The New Madrid Seismic Zone (NMSZ) has been responsible for producing some of the largest intraplate earthquakes on record (Tuttle et al., 2002). Paleoseismologic studies of sand blows and the Reelfoot fault show that earthquakes occurred in the last 4000 years at intervals of approximately 400-600 years (Kelson et al., 1995; Tuttle et al., 2002; Holbrook et al., 2006). The 1811-1812 NMSZ sequence produced three major earthquakes (M 7-8) followed by several large aftershocks and hundreds of smaller ones, resulting in a felt area that reached the east coast of the United States and caused destruction of several settlements along the Mississippi River due to liquefaction and strong shaking (Nuttli 1973, Johnston and Schweig, 1996). The risk of another large destructive earthquake in this region is of great concern to the USGS and local and federal authorities because several large metropolitan areas (Memphis, Little Rock, Nashville, St. Louis), and hundreds of smaller communities lie in or near the NMSZ.

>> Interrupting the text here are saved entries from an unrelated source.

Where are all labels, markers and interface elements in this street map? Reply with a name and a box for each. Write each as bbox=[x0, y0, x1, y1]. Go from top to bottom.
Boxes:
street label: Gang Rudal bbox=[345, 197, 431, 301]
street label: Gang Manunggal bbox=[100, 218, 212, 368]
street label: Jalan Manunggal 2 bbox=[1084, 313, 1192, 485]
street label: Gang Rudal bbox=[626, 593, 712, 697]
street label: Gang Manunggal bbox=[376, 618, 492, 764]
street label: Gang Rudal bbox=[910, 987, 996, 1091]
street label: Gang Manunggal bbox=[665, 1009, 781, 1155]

The mechanism for occurrence of earthquakes in the NMSZ is widely debated. Studies reveal the NMSZ is underlain by a failed rifting event, dating from late Precambrian. During the failed rifting event, emplacement of mafic plutons throughout the crustal column took place. Further studies show a correlation between the rift and current seismic activity. This correlation suggests that the source of the earthquakes was from slippage along weak zones within the failed rift caused by the E-W compressive stress of the region, a result of plate motion. Seismic monitoring shows that there is a spatial correlation of the active seismic zone with the failed Reelfoot Rift.

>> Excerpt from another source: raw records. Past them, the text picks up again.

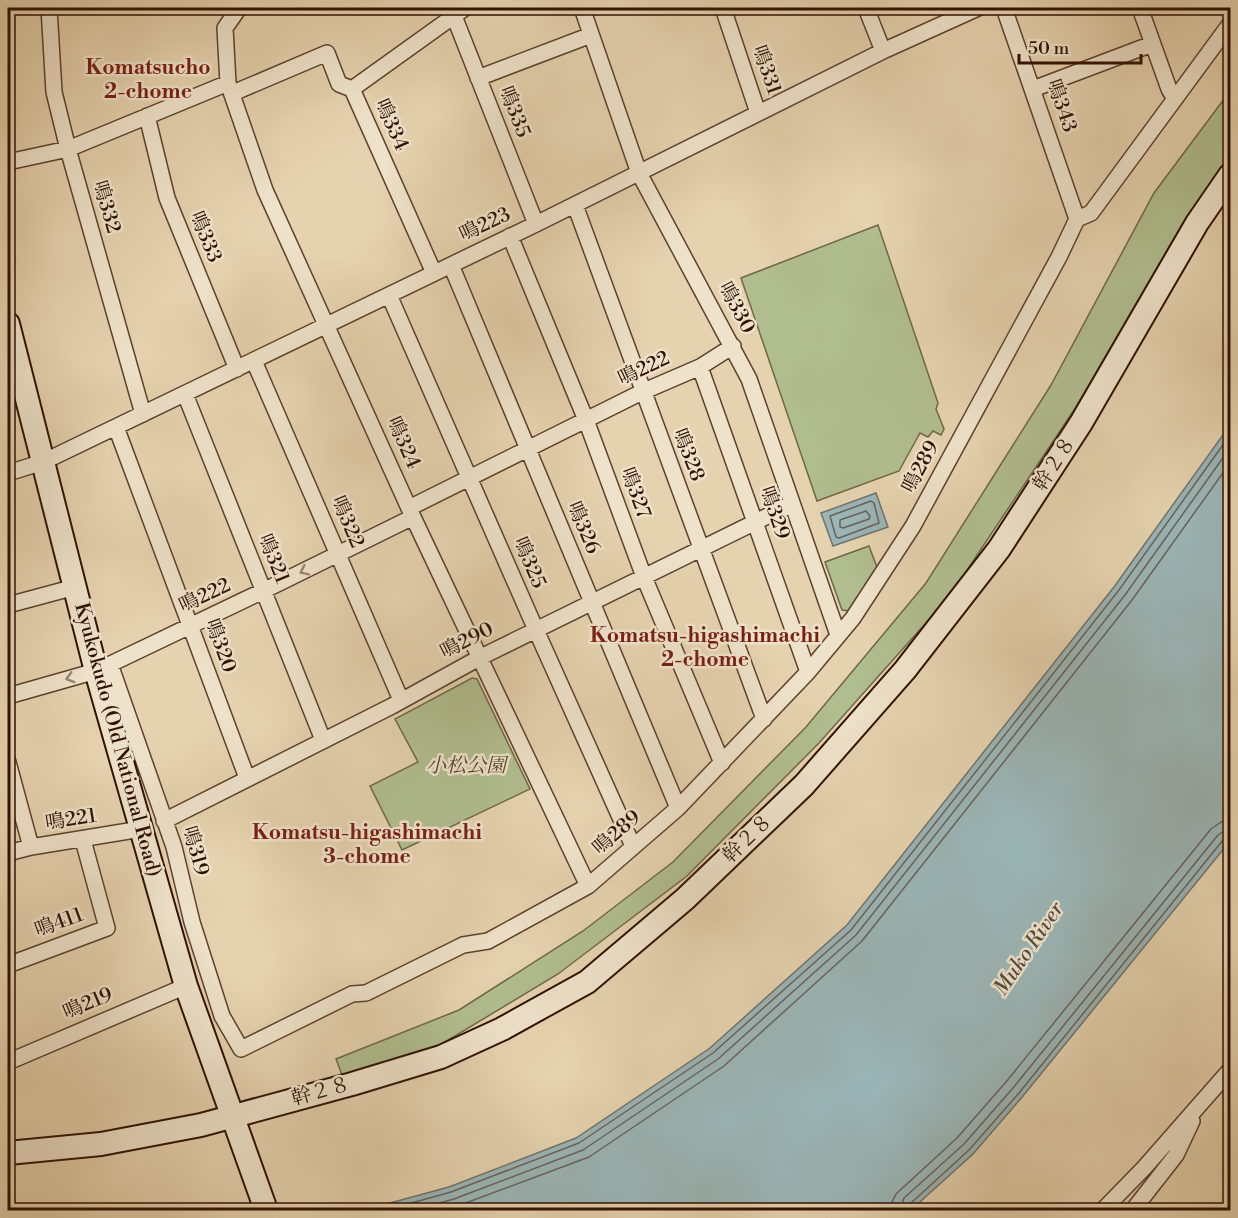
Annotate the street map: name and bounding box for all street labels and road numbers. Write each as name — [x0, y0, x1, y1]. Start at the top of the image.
street label: 鳴331 — [746, 42, 786, 98]
street label: 鳴343 — [1040, 76, 1082, 136]
street label: 鳴335 — [493, 83, 535, 141]
street label: 鳴334 — [369, 95, 414, 155]
street label: 鳴332 — [87, 178, 125, 236]
street label: 鳴223 — [455, 202, 515, 248]
street label: 鳴333 — [183, 208, 227, 266]
street label: 鳴330 — [712, 278, 760, 338]
street label: 鳴222 — [614, 346, 674, 392]
street label: 鳴324 — [380, 413, 426, 473]
street label: 鳴328 — [667, 425, 709, 485]
street label: 幹２８ — [1028, 432, 1082, 496]
street label: 鳴289 — [897, 437, 945, 497]
street label: 鳴327 — [614, 464, 656, 522]
street label: 鳴329 — [753, 483, 795, 543]
street label: 鳴322 — [325, 492, 369, 552]
street label: 鳴326 — [561, 498, 605, 558]
street label: 鳴321 — [252, 531, 294, 588]
street label: 鳴325 — [507, 534, 551, 592]
street label: 鳴222 — [175, 573, 235, 619]
street label: Kyukokudo (Old National Road) — [68, 600, 166, 880]
street label: 鳴320 — [199, 616, 241, 676]
street label: 鳴290 — [436, 617, 498, 665]
street label: 鳴221 — [44, 804, 99, 836]
street label: 鳴289 — [588, 805, 646, 861]
street label: 幹２８ — [718, 809, 778, 869]
street label: 鳴319 — [176, 823, 214, 879]
street label: 鳴411 — [31, 903, 87, 943]
street label: 鳴219 — [59, 982, 117, 1026]
street label: 幹２８ — [289, 1072, 353, 1112]

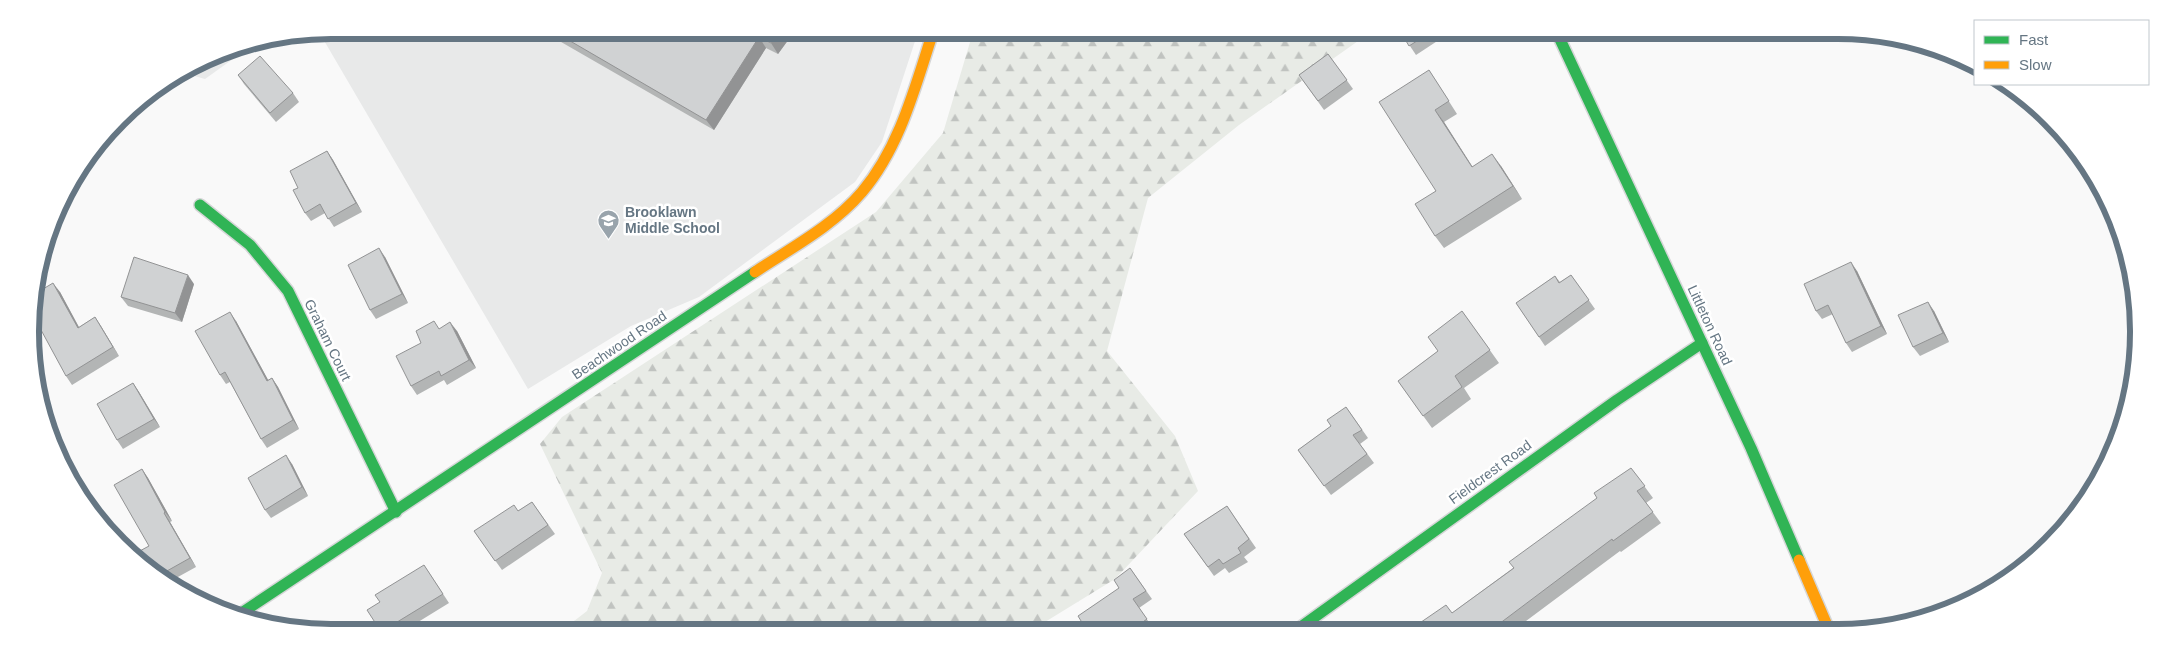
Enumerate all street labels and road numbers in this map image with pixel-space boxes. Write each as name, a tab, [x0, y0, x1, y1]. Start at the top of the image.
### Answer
street label: Littleton Road	[1684, 282, 1736, 368]
street label: Graham Court	[301, 297, 355, 383]
street label: Beachwood Road	[569, 307, 669, 383]
street label: Fieldcrest Road	[1446, 437, 1534, 507]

The U.S. Geological Survey (USGS) funded and coordinated the acquisition of about 722 square kilometers of airborne Light Distance and Ranging (Lidar) data and derivative bare-earth ground models to support earthquake hazard studies in the New Madrid seismic zone (SE Missouri and NE Arkansas). Terrain surveyed include coverage of the surface projection of the Commerce Geophysical lineament, Crowley's Ridge, and features in and near the St. Francis River. Specifications for the acquisition followed recommendations made by R. Haugerud et al. in a proposed specification for lidar surveys in the Pacific Northwest (2008). The data were acquired by the Oregon Department of Geology and Mineral Industries in association with Oregon Lidar Consortium. The vendor reported that the data were acquired meeting the specification of at least 8 points/m2. Project PIs: Robert Williams and Craig Weaver.